The Fair Labor Standards Act sets national standards for wage and hour issues related to employees. The law empowers the Department of Labor to set eligibility standards for overtime pay as well as a series of exemptions for it. On March 7th, 2019, the Department of Labor issued a Notice of Proposed Rulemaking that will change those eligibility standards significantly.
The Department of Labor has applied a white-collar overtime exemption for a long time. Under this exemption, workers with primarily administrative or executive duties do not qualify for overtime. However, the Department has also consistently enforced a salary minimum for employees in this category to be eligible as exempt. In the early 2000s, this salary minimum equated to a little under twenty-four thousand dollars ($23,667) a year.

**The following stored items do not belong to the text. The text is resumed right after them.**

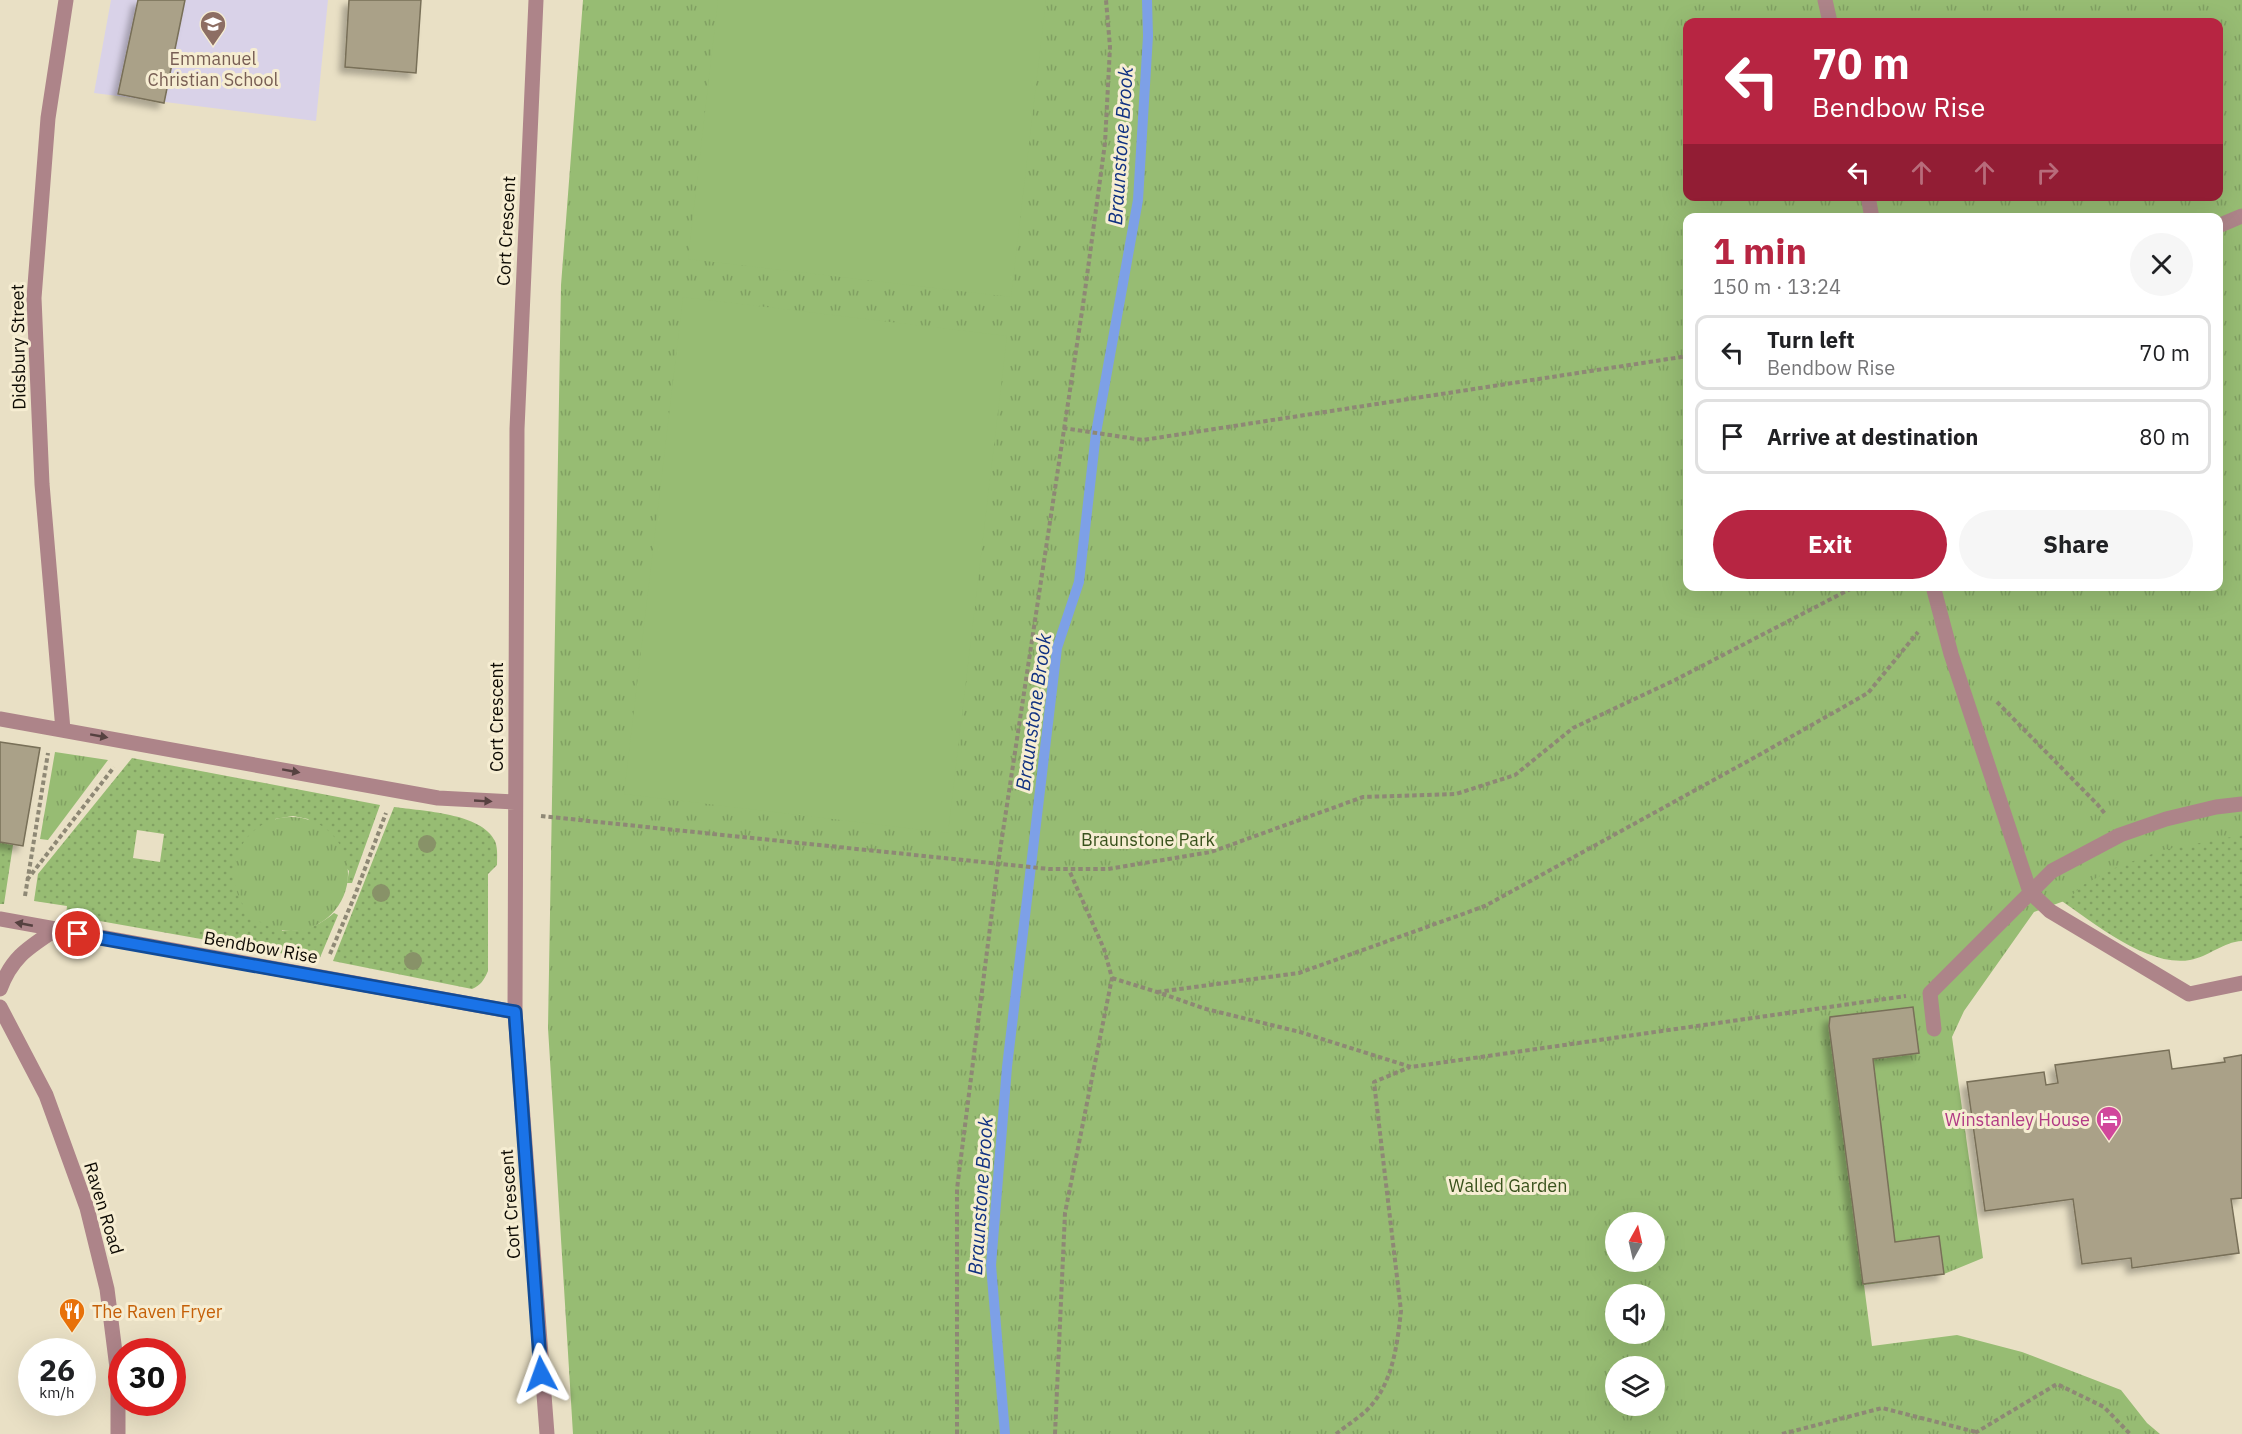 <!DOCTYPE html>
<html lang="en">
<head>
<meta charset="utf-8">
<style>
	:root { --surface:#fff; --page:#f6f6f6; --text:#202124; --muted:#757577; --line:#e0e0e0; --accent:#b72542 }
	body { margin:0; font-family:"IBM Plex Sans",sans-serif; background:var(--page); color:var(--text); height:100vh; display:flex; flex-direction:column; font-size:22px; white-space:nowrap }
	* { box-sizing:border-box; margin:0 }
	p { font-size:20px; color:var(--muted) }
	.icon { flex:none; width:33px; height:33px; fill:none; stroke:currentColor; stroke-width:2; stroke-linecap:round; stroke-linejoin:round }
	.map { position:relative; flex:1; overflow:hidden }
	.sheet { position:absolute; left:1683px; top:213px; width:540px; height:378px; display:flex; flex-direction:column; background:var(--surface); border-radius:12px; box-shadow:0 6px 24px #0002 }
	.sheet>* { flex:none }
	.hud { position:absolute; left:1683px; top:18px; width:540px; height:183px; border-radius:12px; box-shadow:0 6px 24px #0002; background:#b72542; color:#fff; overflow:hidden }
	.needle { width:39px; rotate:8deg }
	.tools { position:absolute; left:1605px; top:1212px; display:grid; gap:12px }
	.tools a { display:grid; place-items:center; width:60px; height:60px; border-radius:50%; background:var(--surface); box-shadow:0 6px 24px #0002; font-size:30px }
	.speed { position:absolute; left:18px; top:1338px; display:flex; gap:12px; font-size:30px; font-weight:700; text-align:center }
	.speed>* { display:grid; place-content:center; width:78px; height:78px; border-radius:50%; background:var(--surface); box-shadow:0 6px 24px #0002; line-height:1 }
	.speed small { font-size:15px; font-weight:400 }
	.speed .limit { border:9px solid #d22; background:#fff; color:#111 }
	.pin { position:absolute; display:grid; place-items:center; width:51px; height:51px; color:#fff; margin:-26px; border:3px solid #fff; border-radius:50%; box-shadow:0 2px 6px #0007 }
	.me { position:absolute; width:66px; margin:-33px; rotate:356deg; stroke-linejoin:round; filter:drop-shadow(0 0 4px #0008) }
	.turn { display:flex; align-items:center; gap:21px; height:126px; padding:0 30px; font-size:27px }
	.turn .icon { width:78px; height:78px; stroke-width:2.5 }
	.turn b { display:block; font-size:42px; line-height:51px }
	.lanes { display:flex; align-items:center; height:57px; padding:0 30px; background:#0003; justify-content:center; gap:30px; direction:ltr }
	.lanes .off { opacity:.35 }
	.round { display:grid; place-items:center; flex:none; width:63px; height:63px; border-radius:32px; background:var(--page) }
	.summary { display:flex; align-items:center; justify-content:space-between; height:102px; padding:0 30px }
	h1 { font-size:36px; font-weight:700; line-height:45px; color:var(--accent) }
	.cta { display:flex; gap:12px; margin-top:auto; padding:12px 30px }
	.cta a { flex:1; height:69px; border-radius:36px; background:var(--accent); color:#fff; font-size:24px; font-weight:700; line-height:69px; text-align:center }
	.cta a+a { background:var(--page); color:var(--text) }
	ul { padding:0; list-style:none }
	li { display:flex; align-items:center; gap:18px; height:75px; margin:0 12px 9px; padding:0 18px; border:3px solid var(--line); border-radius:12px }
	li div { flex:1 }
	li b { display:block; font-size:22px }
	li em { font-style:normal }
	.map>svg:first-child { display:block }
</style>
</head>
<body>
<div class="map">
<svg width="2242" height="1434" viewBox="0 0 2242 1434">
	<defs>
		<pattern id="grass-dots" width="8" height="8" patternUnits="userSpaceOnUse" patternTransform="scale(1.5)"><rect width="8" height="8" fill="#97bc73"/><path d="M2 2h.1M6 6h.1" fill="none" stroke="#81a062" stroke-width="1.8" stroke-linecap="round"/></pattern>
		<pattern id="park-tufts" width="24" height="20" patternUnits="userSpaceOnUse" patternTransform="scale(1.5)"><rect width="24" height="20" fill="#97bc73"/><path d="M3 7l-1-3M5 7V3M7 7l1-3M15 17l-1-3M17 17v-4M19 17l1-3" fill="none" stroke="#81a062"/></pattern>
		<filter id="shadow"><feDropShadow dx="-5.5" dy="5.5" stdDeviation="3" flood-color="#0004"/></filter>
	</defs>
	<rect width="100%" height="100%" fill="#e9e0c5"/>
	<path fill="#d9d2e8" d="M111,0H328L316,121L94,93Z"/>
	<path fill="url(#grass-dots)" fill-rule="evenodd" d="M132,758L380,805L352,883H347L349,871L308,819L293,816L275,819L282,931C303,931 318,927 334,913L338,915L319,960L66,915L67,906L34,901L38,874ZM137,830L164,834L160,862L133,858Z
		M394,807C422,811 482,813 495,841C498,849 497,857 497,865L488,874V971C484,980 481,985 472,989L333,961Z
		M2242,826V941C2223,942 2208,957 2190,960C2146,968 2088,918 2053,895L2112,859Z
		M0,842L13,845L4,904H0Z"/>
	<path fill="url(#park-tufts)" fill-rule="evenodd" d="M583,0H2242V835L2163,850L2117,867L2083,885L2067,900L2034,912L1964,1011L1952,1037L1983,1258L1944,1274L1864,1285L1872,1346L1957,1335L2022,1352L2121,1390L2147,1423L2160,1434H573L548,1028L561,285ZM1688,22H2218V196H1688ZM1688,218H2218V586H1688ZM1616,1222H1654V1262H1616ZM1616,1294H1654V1334H1616ZM1616,1366H1654V1406H1616Z
		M55,752L108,760L48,840L40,839Z
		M234 874a57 57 0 1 1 114 0a57 57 0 1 1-114 0Z"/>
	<path fill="#97bc73" d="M718,0H1046L1011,297L688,259Z
		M683,297L1007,336L948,833L624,794Z"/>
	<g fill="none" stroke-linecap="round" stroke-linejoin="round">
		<path stroke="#7da0e7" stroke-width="10" d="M1005,1434L991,1265L1007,1067L1057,648L1079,582L1096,433L1138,200L1148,36L1147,0"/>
	</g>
	<path fill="#aaa188" stroke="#786f58" stroke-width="1.5" filter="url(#shadow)" d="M138,0H185L164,103L118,94Z
		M349,0H421L416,73L345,67Z
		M0,742L40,748L23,846L0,842Z
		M1913,1007L1919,1053L1873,1059L1895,1242L1939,1236L1944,1274L1863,1284L1829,1026L1830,1017Z
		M2169,1050L2172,1069L2225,1062L2224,1058L2242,1055V1198L2231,1199L2239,1253L2132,1268L2131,1258L2082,1264L2073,1199L1985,1211L1967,1082L2044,1072L2046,1085L2058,1083L2055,1065Z"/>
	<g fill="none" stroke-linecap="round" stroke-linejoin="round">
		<path stroke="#8e8875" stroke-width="4" stroke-dasharray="4.5 3" stroke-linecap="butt" d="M1063,428L1143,440L1688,356
			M1997,702L2098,805L2106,815
			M541,816L1049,869H1108L1211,852L1363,797L1456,794L1515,775L1573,728L1675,680L1856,586
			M27,880L114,767
			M25,896L48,753
			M330,954L355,895L386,813
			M1112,978L1157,992L1206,1009L1300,1032L1411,1067L1906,996
			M1157,992L1299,973L1485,906L1759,755L1868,693L1918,632
			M1975,1433L2057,1384L2104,1407L2130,1434
			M957,1434V1189L998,864L1084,298L1105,143L1110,47L1106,0
			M1055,1434L1065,1213L1112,978L1104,949L1069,870
			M1336,1434C1346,1426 1357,1419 1366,1411C1393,1385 1397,1345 1401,1311L1374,1082L1410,1067
			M1782,1434L1882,1408L1976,1432"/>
		<path stroke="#ad8489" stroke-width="15" d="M1825,0L1830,22
			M1868,196L1872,218
			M2218,226L2242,216
			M1933,586L1951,654L2030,892L2050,911L2189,994L2242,983
			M1934,1029L1930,993L2052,871L2120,835L2166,819L2216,807L2242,804"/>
		<path stroke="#ad8489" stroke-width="15" d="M536,0L517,429L515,1012L547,1434
			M0,719L438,798L515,802
			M63,730L42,484L34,298L48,118L66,0
			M0,919L515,1012
			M0,989C12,957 28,948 55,930
			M0,1007L46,1095L87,1208L107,1289L118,1376V1434"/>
	</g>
	<g fill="#889268">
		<circle cx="427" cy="844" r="9"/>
		<circle cx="381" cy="893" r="9"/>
		<circle cx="413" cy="961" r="9"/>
	</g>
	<defs><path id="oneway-solid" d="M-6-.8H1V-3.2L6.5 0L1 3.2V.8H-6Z" transform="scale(1.5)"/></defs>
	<g fill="#564140">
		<use href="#oneway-solid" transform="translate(99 736) rotate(10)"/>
		<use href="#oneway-solid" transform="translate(291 771) rotate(10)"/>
		<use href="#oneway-solid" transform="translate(483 801) rotate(3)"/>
		<use href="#oneway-solid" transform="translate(24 924) rotate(-169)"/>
	</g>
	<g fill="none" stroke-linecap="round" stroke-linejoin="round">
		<g stroke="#114b97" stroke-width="15">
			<path id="route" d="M78,934L515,1012L541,1374"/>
		</g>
		<use href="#route" stroke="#1a73e8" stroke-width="10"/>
	</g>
	<defs>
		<g id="school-pin" transform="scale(1.35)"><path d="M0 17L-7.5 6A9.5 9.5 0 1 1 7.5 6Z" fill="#8d6e63" stroke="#f6edd2"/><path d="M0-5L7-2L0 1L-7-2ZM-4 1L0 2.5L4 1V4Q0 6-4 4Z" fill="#fff"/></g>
		<g id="hotel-pin" transform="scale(1.35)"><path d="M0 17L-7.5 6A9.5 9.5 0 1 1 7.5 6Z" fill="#d1479c" stroke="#f6edd2"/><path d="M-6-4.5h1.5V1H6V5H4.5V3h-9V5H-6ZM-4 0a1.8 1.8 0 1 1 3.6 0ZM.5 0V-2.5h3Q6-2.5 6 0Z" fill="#fff"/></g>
		<g id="restaurant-pin" transform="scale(1.35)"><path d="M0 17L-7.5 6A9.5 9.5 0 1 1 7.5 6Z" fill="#e8710a" stroke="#f6edd2"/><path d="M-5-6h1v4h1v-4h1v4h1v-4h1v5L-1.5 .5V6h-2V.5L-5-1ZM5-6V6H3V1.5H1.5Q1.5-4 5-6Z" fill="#fff"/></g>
	</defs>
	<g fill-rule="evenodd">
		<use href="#school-pin" x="213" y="24"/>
		<use href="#hotel-pin" x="2109" y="1119"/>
		<use href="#restaurant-pin" x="72" y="1311"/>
	</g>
	<g text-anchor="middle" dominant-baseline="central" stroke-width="6" stroke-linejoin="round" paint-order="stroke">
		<g font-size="18" fill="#785e54" stroke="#f6edd2">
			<text x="213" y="58">Emmanuel<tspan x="213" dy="21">Christian School</tspan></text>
		</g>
		<g font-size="18" fill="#0e0b04" stroke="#f6edd2">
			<text transform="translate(506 231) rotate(-87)">Cort Crescent</text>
			<text transform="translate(18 347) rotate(-91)">Didsbury Street</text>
			<text transform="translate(496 717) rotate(-90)">Cort Crescent</text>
			<text transform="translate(261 947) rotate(10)">Bendbow Rise</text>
			<text transform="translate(510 1204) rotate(-94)">Cort Crescent</text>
			<text transform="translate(104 1208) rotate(73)">Raven Road</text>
		</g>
		<g font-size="18" fill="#39521c" stroke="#f6edd2">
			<text x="1148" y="839">Braunstone Park</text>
			<text x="1508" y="1185">Walled Garden</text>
		</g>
		<g font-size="18" fill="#b23c85" stroke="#f6edd2" text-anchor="end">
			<text x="2090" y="1119">Winstanley House</text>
		</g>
		<g font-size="18" fill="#c56008" stroke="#f6edd2" text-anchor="start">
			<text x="92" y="1311">The Raven Fryer</text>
		</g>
		<g font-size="20" font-style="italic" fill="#103181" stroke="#f6edd2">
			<text transform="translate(1120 146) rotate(-86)">Braunstone Brook</text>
			<text transform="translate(1033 712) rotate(-82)">Braunstone Brook</text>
			<text transform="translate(980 1196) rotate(-86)">Braunstone Brook</text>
		</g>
	</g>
</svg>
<div class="tools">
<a><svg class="needle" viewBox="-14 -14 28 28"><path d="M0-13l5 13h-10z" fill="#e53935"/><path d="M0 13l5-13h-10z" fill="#757577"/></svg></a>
<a><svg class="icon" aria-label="sound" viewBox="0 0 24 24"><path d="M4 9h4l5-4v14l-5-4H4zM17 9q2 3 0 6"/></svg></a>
<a><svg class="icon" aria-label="layers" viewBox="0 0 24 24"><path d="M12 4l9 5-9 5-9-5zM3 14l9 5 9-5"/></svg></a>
</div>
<div class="speed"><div>26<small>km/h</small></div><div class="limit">30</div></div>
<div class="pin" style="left:78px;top:934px;background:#d93025"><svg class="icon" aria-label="arrive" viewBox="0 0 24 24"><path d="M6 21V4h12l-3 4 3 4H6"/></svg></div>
<svg class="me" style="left:541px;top:1374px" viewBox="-20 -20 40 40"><path d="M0-17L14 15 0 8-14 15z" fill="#1a73e8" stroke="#fff" stroke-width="4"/></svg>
<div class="hud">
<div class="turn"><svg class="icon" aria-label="left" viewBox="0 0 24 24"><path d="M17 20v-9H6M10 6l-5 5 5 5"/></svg><div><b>70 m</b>Bendbow Rise</div></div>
<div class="lanes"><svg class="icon" aria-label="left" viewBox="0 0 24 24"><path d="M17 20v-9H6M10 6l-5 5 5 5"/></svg><svg class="icon off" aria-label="ahead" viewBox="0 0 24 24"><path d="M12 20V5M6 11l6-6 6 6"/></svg><svg class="icon off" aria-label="ahead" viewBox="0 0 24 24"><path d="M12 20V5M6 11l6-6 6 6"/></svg><svg class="icon off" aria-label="right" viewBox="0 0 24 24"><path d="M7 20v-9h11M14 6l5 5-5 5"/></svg></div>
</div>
<section class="sheet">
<div class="summary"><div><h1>1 min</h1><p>150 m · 13:24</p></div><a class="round"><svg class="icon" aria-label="close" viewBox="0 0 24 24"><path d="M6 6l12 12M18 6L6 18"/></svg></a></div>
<ul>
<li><svg class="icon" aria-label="left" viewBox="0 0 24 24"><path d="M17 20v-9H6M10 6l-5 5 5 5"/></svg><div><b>Turn left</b><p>Bendbow Rise</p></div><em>70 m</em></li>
<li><svg class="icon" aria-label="arrive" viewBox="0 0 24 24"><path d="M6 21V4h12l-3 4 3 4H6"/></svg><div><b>Arrive at destination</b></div><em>80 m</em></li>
</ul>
<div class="cta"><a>Exit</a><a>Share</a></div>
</section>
</div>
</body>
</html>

In 2016, the Obama administration proposed a rule change that would raise that salary minimum to almost forty-eight thousand dollars a year ($47,476). The rule change would have more than doubled the salary requirement for this exemption, making over four million additional workers across the country eligible for overtime pay. A Court in Texas blocked that rule change shortly after the 2016 presidential election. Interestingly, the Court’s reasoning seemed to apply that any salary minimum would be invalid under the law.
Now, the Department of Labor has proposed a less ambitious update to the salary minimum for the white collared exemption that would go into effect in 2020. The new rule proposes raising the salary minimum from $23,667 to approximately thirty-five thousand dollars ($35,308). The update still represents an almost 50% increase in the salary minimum. Relative to inflation, however, it barely qualifies as an increase when compared to the level set in 2004.
The proposed rule does make several other changes as well. Most prominent amongst those, it allows employers to count specific non-discretionary bonus and commission payments towards the salary threshold provided the right requirements are met. It also raises the “highly compensated employee” exemption from one hundred thousand dollars a year ($100,000) to almost one hundred and fifty thousand dollars a year ($147,717).
The proposed law is sure to meet legal challenges after the sixty-day comment period passes. While the Department of Labor appears to have reached for a middle ground on the level of the salary floor, both labor advocates wishing for a higher floor and business groups happy with the current one are likely to file suit to block the regulation from taking effect in an effort to force through a regulation more in keeping with their desires.
Employers will have to review their classification of employees to ensure they remain exempt If the regulation does go into effect. Many employers already reclassified workers or increased their pay before the Court blocks the 2016 rule. Taking the extra time to review your employees’ duties and pay to ensure legal compliance can save big money in lawsuit costs.